As for the benefits of this whole affair - foreign relations may have taken a hit, but the popularity of the government and national morale in general has improved tremendously. I have never liked my country's politicians much, but I have to admit to being pleasantly surprised that my government has taken measures to protect and support the place where my family lives. As such, I don't think any further military intervention is required, because with the retarded way the new government of Ukraine has been going about business, it'll fall apart all by itself in short order. And then everybody in Ukraine can see for themselves the benefits of eurointegration. We had one in Russia - mom still tells frightening tales about there being no bread in shops for weeks, and the river vale in front of my house still has all those little plots of land where people - people in Moscow, mind you - used to grow potatoes to feed themselves.

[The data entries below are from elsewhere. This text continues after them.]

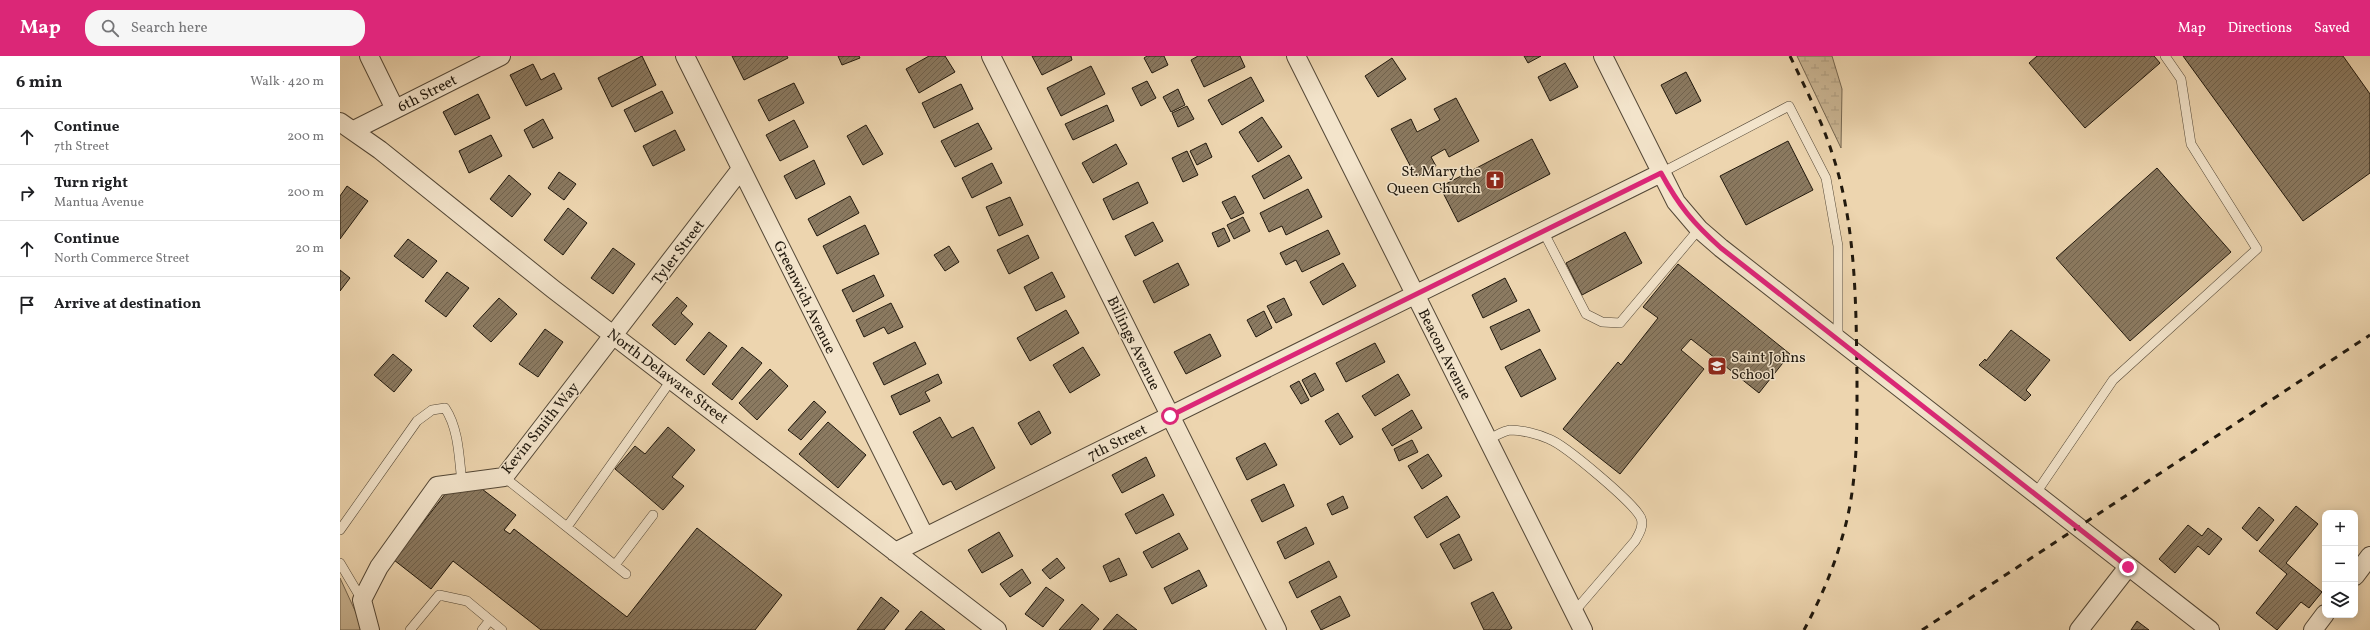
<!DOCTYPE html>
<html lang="en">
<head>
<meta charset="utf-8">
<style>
  :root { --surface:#fff; --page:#f6f6f6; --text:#202124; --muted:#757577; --line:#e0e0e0; --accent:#db2777 }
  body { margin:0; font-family:Vollkorn,serif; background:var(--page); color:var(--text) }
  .controls { position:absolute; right:12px; bottom:12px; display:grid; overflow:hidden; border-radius:8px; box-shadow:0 2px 10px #0003 }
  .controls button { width:36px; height:36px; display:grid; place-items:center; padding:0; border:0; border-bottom:1px solid var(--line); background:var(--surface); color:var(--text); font:20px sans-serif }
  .stop { position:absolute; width:12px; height:12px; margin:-9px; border:3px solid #db2777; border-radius:50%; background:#fff }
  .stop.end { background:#db2777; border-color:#fff; box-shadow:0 1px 4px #0008 }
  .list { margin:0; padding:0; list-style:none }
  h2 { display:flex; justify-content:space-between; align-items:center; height:52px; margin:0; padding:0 16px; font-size:17px }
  h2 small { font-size:13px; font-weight:400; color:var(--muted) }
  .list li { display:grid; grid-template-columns:26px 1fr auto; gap:12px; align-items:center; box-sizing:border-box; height:56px; padding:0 16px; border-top:1px solid var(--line) }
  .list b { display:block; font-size:15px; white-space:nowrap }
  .list p { margin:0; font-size:13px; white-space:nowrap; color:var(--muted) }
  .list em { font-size:13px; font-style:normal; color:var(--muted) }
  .icon { flex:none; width:22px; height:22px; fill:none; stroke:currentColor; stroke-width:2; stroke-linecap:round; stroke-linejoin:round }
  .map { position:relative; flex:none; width:2030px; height:574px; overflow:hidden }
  header { display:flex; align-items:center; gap:24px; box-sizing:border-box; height:56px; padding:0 20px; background:var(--accent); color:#fff }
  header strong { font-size:19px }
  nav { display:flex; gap:22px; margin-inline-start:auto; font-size:14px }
  .search { width:280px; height:36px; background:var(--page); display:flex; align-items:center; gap:10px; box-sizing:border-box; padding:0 14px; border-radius:16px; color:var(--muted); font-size:15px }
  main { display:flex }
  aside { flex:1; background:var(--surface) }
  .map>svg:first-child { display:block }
  .wetland { fill:url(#wetland-marsh); stroke:#756650 }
  .green { fill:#cab593; stroke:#756650 }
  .building { fill:url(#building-hatch); stroke:#20180d }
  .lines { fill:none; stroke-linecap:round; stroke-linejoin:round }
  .lane-casing { stroke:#534736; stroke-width:10 }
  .street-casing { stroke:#534736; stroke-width:20 }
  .lane { stroke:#f3e4cb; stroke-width:9 }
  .street { stroke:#f3e4cb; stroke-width:18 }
  .rail { stroke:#20180d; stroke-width:3; stroke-dasharray:7 7; stroke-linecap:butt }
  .route { stroke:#db2777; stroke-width:5 }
  .labels { text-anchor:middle; stroke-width:3; stroke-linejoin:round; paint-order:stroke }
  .street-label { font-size:15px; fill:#20180d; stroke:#f3e4cb }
  .poi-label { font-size:15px; fill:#20180d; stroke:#f3e4cb; text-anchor:end }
</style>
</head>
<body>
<header>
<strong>Map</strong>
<div class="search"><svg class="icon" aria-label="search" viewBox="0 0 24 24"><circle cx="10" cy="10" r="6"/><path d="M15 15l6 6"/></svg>Search here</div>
<nav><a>Map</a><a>Directions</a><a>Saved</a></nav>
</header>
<main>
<aside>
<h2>6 min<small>Walk · 420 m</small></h2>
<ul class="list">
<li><svg class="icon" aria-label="ahead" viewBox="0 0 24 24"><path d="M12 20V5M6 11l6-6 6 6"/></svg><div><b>Continue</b><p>7th Street</p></div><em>200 m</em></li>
<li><svg class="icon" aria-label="right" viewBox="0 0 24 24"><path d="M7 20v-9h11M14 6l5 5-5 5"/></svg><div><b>Turn right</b><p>Mantua Avenue</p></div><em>200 m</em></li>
<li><svg class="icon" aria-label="ahead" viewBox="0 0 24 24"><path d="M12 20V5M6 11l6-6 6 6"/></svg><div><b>Continue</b><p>North Commerce Street</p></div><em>20 m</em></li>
<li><svg class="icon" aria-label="arrive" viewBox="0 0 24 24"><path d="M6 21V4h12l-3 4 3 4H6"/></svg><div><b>Arrive at destination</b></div></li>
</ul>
</aside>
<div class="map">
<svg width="2030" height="574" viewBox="0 0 2030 574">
  <defs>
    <pattern id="wetland-marsh" width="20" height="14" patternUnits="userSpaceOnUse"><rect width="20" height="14" fill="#cab593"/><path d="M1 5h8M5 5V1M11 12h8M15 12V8" fill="none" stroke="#ad9b7e"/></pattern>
    <pattern id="building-hatch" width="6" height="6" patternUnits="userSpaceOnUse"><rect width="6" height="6" fill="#8b7a61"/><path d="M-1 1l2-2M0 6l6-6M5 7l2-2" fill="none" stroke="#71634e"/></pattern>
  </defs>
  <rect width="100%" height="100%" fill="#edd5af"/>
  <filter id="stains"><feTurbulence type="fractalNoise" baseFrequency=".005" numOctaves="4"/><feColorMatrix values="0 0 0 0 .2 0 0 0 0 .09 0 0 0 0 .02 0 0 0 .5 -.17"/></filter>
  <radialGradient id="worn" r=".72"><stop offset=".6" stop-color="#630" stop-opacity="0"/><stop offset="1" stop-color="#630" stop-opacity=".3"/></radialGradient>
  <path class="wetland" d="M1457,0H1492L1502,33L1501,92Z"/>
  <path class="green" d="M0,522L23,572L22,574H0Z"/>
  <path class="building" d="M302,0L316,29L272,51L258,22Z
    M392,0H447L448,2L404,24Z
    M498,0H519L520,2L502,9Z
    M589,0H605L615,16L579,37L566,13Z
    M692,0H731L732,4L702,19Z
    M807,0H824L828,9L812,17L804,2Z
    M858,0H900L905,11L864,31L851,4Z
    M1184,0H1201L1188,7Z
    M1697,0H1814L1820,7L1745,72L1689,7Z
    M1843,0H2003L2030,38V117L1963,165Z
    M1052,2L1066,23L1038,41L1025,20Z
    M1225,7L1238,31L1210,45L1198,21Z
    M193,8L201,24L214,17L222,33L186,50L170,19Z
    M751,10L765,38L721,60L707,32Z
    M1346,16L1361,45L1336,58L1321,29Z
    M911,21L924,45L882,69L868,44Z
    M807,25L816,42L801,50L792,32Z
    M454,27L464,47L429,65L418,44Z
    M621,28L633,53L594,72L582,47Z
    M838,33L845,49L831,56L823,41Z
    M322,35L333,57L295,76L284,54Z
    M138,38L150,62L115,79L103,56Z
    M1116,42L1139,85L1109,101L1105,93L1091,101L1096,110L1076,121L1051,73L1071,63L1077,76L1100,64L1094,53Z
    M767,49L774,65L733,84L725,68Z
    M847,50L854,63L838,71L832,57Z
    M922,61L942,91L918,106L899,76Z
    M203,63L213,82L193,92L184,74Z
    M454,64L468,91L440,105L426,79Z
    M638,67L652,93L615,111L601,85Z
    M526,69L543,98L523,109L507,80Z
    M335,74L345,94L313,110L303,90Z
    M151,79L162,100L129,117L119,95Z
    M1192,83L1210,118L1118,166L1100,131Z
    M1448,85L1473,134L1406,169L1380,120Z
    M866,87L872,101L857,109L850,95Z
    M776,88L787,108L753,127L742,107Z
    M847,95L858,119L843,126L832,102Z
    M949,99L962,122L924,143L912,120Z
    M474,104L485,128L456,143L444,120Z
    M652,107L662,127L632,142L622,122Z
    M1817,112L1891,196L1790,285L1716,202Z
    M219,116L236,128L224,144L208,132Z
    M169,119L191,138L172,161L150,143Z
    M798,126L808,147L773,164L763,143Z
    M7,130L28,145L0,183V140Z
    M968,133L982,161L946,179L942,170L929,176L920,157Z
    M510,140L519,157L477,180L468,163Z
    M895,140L904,157L891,163L882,146Z
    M670,141L683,169L659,180L646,151Z
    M228,152L247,167L223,199L204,184Z
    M903,161L910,175L894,183L887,169Z
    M813,166L823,185L795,200L785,180Z
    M525,169L539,198L497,218L483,190Z
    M884,172L890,185L878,191L872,177Z
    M988,174L1000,198L962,216L956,204L946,209L940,197Z
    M1285,176L1302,207L1242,239L1226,207Z
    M688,179L699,202L669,218L657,194Z
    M68,183L97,205L83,222L54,200Z
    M609,190L619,206L605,215L594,199Z
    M273,192L295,208L273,238L251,222Z
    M838,207L849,229L814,247L803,225Z
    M1003,207L1016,230L983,249L970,226Z
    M1338,208L1450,298L1419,337L1351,283L1341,294L1364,313L1280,418L1223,373L1278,306L1281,309L1318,262L1303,251Z
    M0,214L10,222L0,235Z
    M107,216L129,232L106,261L85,245Z
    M712,216L725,241L696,255L684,231Z
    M534,219L544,240L513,256L502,234Z
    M1165,222L1177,245L1143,262L1132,239Z
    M337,241L347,250L341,257L353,268L335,289L312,269Z
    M159,242L177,258L151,286L133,270Z
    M944,242L952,259L936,267L927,250Z
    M551,247L563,271L548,278L544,271L524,281L516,264Z
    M1189,253L1200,275L1161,294L1150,271Z
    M726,254L739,277L690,305L677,282Z
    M924,255L932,272L916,281L907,264Z
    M205,273L223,286L198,321L179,308Z
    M1671,274L1710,304L1686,334L1691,339L1685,345L1639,309L1645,303L1646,305Z
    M369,276L387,290L364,319L346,304Z
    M870,278L881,300L846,318L834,296Z
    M575,286L586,308L544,329L533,307Z
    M1035,287L1045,306L1006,326L996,307Z
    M402,291L422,307L392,344L372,328Z
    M743,291L760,319L730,337L713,309Z
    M1200,293L1216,323L1181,341L1165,311Z
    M53,298L72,314L54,336L34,319Z
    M430,313L448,330L417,364L399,347Z
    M975,317L984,334L971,341L962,324Z
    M598,318L602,327L585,336L590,345L560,359L551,340Z
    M1058,318L1070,339L1035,360L1022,340Z
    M959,325L969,344L961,348L950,330Z
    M474,345L486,356L461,384L448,374Z
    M1072,354L1082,372L1052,390L1042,373Z
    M699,355L711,377L691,389L678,367Z
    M998,357L1013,381L1000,389L985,365Z
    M600,361L612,382L633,371L655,412L616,434L611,425L603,429L573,376Z
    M488,366L526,399L498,432L459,398Z
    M328,371L355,394L332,421L344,430L323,454L275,413L295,390L305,398Z
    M1072,384L1078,396L1059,405L1054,393Z
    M925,387L937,409L907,424L896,402Z
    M1088,398L1102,420L1082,433L1068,410Z
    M806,401L815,420L782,437L772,419Z
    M944,428L954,450L922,466L911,444Z
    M142,433L176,459L164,474L170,478L174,473L287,561L357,472L442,539L415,574H201L113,505L91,533L54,504L106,437Z
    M823,438L834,459L796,478L785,458Z
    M1003,440L1008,452L992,459L987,448Z
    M1107,440L1120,461L1087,482L1074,461Z
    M1956,450L1978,468L1946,507L1982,536L1969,552L1961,546L1937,574L1916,557L1947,518L1919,495Z
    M1919,451L1934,464L1917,485L1902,472Z
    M1848,469L1862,480L1868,472L1882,483L1869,499L1858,490L1835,517L1819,503Z
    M966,471L974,488L945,503L937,486Z
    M659,476L673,500L642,517L628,494Z
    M839,477L848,493L812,512L803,496Z
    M1119,478L1132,504L1114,513L1100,488Z
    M717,502L725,512L710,523L702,514Z
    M779,502L787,519L770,526L763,510Z
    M989,505L997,521L957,542L949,526Z
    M682,513L691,527L670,541L660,528Z
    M859,514L867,530L832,548L824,532Z
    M706,531L724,544L703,571L685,558Z
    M1153,536L1172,572L1169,574H1144L1131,547Z
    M1000,540L1010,560L981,574L971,555Z
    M541,541L559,555L544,574H517Z
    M742,548L759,563L750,574H719Z
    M581,555L605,574H565Z
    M777,558L797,574H763Z
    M1797,565L1809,574H1791Z"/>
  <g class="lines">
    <g class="lane-casing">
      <path id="lane" d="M1321,117L1449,50L1486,122L1498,190V283
        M1203,175L1246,258L1262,266L1280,267L1359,173
        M1148,383C1154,381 1163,375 1170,374C1182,374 1198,378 1209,383C1225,389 1294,447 1301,462C1304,470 1299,478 1295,485L1234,556
        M164,421L286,518
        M1696,437L1773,324L1917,193L1851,88L1841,23L1825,0
        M227,471L332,323
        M0,474L77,365L92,354L105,352C119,373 119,402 122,427
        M0,507L22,544
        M275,509L313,459
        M70,574L99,539L127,545L162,574
        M142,574L150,564"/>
    </g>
    <g class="street-casing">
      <path id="street" d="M29,0L55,53
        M345,0L585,481
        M651,0L937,574
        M956,0L1243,574
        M1263,0L1336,146L1359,173L1381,192L1870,574
        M0,66L40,94L213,233L657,574
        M14,74L161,0
        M555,496L1321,117
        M2015,520L2030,500
        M30,574L22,544L39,511L97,430L164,421L401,113
        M1739,574L1788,511
        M1973,574L1985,558"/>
    </g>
    <use href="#lane" class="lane"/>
    <use href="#street" class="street"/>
    <path class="rail" d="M1450,0C1466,33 1482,65 1493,100C1516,170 1516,247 1517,321C1517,375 1518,430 1502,482C1493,514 1480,544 1464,574
      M1582,574L2030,279"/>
  </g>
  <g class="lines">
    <path class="route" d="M830,360L1321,117C1339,150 1353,167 1381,192L1788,511"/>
  </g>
  <defs>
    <g id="church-square" transform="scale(1)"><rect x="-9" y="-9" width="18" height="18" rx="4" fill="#8f2418" stroke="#f3e4cb"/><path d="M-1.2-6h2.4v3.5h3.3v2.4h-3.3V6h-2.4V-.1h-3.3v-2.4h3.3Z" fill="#fff"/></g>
    <g id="school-square" transform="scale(1)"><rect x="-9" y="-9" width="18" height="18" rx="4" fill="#8f2418" stroke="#f3e4cb"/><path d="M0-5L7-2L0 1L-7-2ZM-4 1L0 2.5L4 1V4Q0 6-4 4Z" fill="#fff"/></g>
  </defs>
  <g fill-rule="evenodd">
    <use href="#church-square" x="1155" y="124"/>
    <use href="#school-square" x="1377" y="310"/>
  </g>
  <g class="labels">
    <g class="street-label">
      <text transform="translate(87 37) rotate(-27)" y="5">6th Street</text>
      <text transform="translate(338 196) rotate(-53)" y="5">Tyler Street</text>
      <text transform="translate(465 241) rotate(64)" y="5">Greenwich Avenue</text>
      <text transform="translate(794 287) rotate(64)" y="5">Billings Avenue</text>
      <text transform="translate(1105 298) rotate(63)" y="5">Beacon Avenue</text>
      <text transform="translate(328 320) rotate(37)" y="5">North Delaware Street</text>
      <text transform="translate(200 372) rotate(-51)" y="5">Kevin Smith Way</text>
      <text transform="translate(777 386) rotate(-26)" y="5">7th Street</text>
    </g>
    <g class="poi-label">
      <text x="1141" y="120">St. Mary the<tspan x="1141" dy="17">Queen Church</tspan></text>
      <text x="1391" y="306" text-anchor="start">Saint Johns<tspan x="1391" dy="17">School</tspan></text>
    </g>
  </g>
  <rect width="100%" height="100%" filter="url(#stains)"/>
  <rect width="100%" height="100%" fill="url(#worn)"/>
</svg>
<div class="controls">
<button>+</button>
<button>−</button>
<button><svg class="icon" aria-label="layers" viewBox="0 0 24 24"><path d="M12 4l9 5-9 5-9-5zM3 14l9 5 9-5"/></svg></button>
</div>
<div class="stop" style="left:830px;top:360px"></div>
<div class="stop end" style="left:1788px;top:511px"></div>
</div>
</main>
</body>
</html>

Now the Tatars. Tatar genocide by Russians is a fucking ridiculous idea. First of all, the Tatars in Crimea are far better organized than the Russians. They are not frightened little lambs - they're people who can make others respect them with force. Back in the nineties, they used to evict people from premises because apparently, the bones of their ancestors lie in the foundations, and move in. If anyone tries anything against them, they will give us the guerilla war that UR has been so loftily blabbing about before. This leads smoothly into my second point. Those times are long past. The Tatar and Russian populations of Crimea have been living in peace for twenty years. My grandfather's institute has plenty of Tatar scientists. A lot of Crimean Russians are half- or quarter-Tatar. We're all buddy-buddy. Third, Ukrainians whining about the rights of Tatars are starting to piss me off, because the Ukrainian government has been stepping all over those for the whole period of Ukrainian occupation (this is the word I will use: it was one. I was there, I know.), with the exception of short periods when it needed them to counterweigh the Russian population. Tatar support for Ukraine (already negligible - where's the boycott we were promised?) will fade quickly, because Russia can give them and their language and culture long-term rights and privileges as a sovereign people, unlike the government of Ukraine, which is only interested in the rights of Ukrainians - make that right Ukrainians.
All in all, you guys may say whatever you want (make no mistake, I love you all, it's just that you don't know shit about Crimea, Russia, Ukraine, or anything east of Tallin), and I will live and work in the homeland of my father. It looks like it will need me in the upcoming period.
P.S. As for provocations, I wonder whose train full of soldiers and military hardware was recently stopped in Donetsk. It wasn't mine for sure, this I know.